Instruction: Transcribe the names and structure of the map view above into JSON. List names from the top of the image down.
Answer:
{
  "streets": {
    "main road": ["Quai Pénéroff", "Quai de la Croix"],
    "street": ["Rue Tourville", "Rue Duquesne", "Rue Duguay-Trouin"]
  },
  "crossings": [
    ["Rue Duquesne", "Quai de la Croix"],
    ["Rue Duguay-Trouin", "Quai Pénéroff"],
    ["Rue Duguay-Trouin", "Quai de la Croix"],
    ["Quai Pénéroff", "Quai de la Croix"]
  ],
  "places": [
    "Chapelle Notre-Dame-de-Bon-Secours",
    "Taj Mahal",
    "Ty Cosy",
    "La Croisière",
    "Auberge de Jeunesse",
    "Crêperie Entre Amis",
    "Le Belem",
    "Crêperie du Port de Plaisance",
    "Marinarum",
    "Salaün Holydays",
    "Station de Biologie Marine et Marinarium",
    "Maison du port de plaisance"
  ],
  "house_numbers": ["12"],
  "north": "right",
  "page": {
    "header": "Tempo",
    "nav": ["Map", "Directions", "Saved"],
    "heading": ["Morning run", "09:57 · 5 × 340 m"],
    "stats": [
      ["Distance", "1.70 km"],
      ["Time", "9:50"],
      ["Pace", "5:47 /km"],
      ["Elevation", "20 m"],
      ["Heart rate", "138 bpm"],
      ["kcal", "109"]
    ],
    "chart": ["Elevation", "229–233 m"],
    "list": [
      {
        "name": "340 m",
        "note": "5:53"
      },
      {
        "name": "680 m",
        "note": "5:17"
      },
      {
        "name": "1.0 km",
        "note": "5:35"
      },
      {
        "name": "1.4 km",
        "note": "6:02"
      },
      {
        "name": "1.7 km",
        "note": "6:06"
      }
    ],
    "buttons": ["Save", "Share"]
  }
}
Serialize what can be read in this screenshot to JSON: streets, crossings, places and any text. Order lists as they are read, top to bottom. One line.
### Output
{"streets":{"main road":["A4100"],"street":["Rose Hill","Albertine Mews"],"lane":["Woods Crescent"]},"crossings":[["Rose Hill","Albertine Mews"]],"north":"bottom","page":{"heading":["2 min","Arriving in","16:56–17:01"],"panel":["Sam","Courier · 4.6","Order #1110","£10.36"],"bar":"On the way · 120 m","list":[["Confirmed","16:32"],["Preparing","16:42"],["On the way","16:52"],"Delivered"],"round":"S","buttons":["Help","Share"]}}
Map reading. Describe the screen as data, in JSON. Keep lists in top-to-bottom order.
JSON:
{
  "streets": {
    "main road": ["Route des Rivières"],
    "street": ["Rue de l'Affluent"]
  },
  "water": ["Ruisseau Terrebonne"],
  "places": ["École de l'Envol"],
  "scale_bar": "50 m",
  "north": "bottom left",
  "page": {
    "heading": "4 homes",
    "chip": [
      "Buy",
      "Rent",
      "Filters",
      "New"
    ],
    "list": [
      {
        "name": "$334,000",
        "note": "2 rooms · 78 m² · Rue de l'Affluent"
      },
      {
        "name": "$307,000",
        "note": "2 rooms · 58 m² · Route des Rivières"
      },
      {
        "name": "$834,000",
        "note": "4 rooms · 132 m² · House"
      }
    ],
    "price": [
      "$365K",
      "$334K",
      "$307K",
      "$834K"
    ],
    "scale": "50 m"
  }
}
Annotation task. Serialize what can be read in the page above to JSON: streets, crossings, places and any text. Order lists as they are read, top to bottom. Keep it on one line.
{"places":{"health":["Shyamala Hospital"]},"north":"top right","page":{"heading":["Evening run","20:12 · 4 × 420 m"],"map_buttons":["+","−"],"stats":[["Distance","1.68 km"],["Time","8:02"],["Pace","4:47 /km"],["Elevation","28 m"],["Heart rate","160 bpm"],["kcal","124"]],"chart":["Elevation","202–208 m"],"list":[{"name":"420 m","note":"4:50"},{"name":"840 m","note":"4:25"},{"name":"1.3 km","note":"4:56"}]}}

+---+

• [Your instructions]: Take the material above and print all of it exactly.

• [The completed task]:
Instruction: Transcribe the names and structure of the map view above into JSON. List names from the top of the image down.
Answer:
{
  "streets": {
    "main road": ["Quai Pénéroff", "Quai de la Croix"],
    "street": ["Rue Tourville", "Rue Duquesne", "Rue Duguay-Trouin"]
  },
  "crossings": [
    ["Rue Duquesne", "Quai de la Croix"],
    ["Rue Duguay-Trouin", "Quai Pénéroff"],
    ["Rue Duguay-Trouin", "Quai de la Croix"],
    ["Quai Pénéroff", "Quai de la Croix"]
  ],
  "places": [
    "Chapelle Notre-Dame-de-Bon-Secours",
    "Taj Mahal",
    "Ty Cosy",
    "La Croisière",
    "Auberge de Jeunesse",
    "Crêperie Entre Amis",
    "Le Belem",
    "Crêperie du Port de Plaisance",
    "Marinarum",
    "Salaün Holydays",
    "Station de Biologie Marine et Marinarium",
    "Maison du port de plaisance"
  ],
  "house_numbers": ["12"],
  "north": "right",
  "page": {
    "header": "Tempo",
    "nav": ["Map", "Directions", "Saved"],
    "heading": ["Morning run", "09:57 · 5 × 340 m"],
    "stats": [
      ["Distance", "1.70 km"],
      ["Time", "9:50"],
      ["Pace", "5:47 /km"],
      ["Elevation", "20 m"],
      ["Heart rate", "138 bpm"],
      ["kcal", "109"]
    ],
    "chart": ["Elevation", "229–233 m"],
    "list": [
      {
        "name": "340 m",
        "note": "5:53"
      },
      {
        "name": "680 m",
        "note": "5:17"
      },
      {
        "name": "1.0 km",
        "note": "5:35"
      },
      {
        "name": "1.4 km",
        "note": "6:02"
      },
      {
        "name": "1.7 km",
        "note": "6:06"
      }
    ],
    "buttons": ["Save", "Share"]
  }
}
Serialize what can be read in this screenshot to JSON: streets, crossings, places and any text. Order lists as they are read, top to bottom. One line.
### Output
{"streets":{"main road":["A4100"],"street":["Rose Hill","Albertine Mews"],"lane":["Woods Crescent"]},"crossings":[["Rose Hill","Albertine Mews"]],"north":"bottom","page":{"heading":["2 min","Arriving in","16:56–17:01"],"panel":["Sam","Courier · 4.6","Order #1110","£10.36"],"bar":"On the way · 120 m","list":[["Confirmed","16:32"],["Preparing","16:42"],["On the way","16:52"],"Delivered"],"round":"S","buttons":["Help","Share"]}}
Map reading. Describe the screen as data, in JSON. Keep lists in top-to-bottom order.
JSON:
{
  "streets": {
    "main road": ["Route des Rivières"],
    "street": ["Rue de l'Affluent"]
  },
  "water": ["Ruisseau Terrebonne"],
  "places": ["École de l'Envol"],
  "scale_bar": "50 m",
  "north": "bottom left",
  "page": {
    "heading": "4 homes",
    "chip": [
      "Buy",
      "Rent",
      "Filters",
      "New"
    ],
    "list": [
      {
        "name": "$334,000",
        "note": "2 rooms · 78 m² · Rue de l'Affluent"
      },
      {
        "name": "$307,000",
        "note": "2 rooms · 58 m² · Route des Rivières"
      },
      {
        "name": "$834,000",
        "note": "4 rooms · 132 m² · House"
      }
    ],
    "price": [
      "$365K",
      "$334K",
      "$307K",
      "$834K"
    ],
    "scale": "50 m"
  }
}
Annotation task. Serialize what can be read in the page above to JSON: streets, crossings, places and any text. Order lists as they are read, top to bottom. Keep it on one line.
{"places":{"health":["Shyamala Hospital"]},"north":"top right","page":{"heading":["Evening run","20:12 · 4 × 420 m"],"map_buttons":["+","−"],"stats":[["Distance","1.68 km"],["Time","8:02"],["Pace","4:47 /km"],["Elevation","28 m"],["Heart rate","160 bpm"],["kcal","124"]],"chart":["Elevation","202–208 m"],"list":[{"name":"420 m","note":"4:50"},{"name":"840 m","note":"4:25"},{"name":"1.3 km","note":"4:56"}]}}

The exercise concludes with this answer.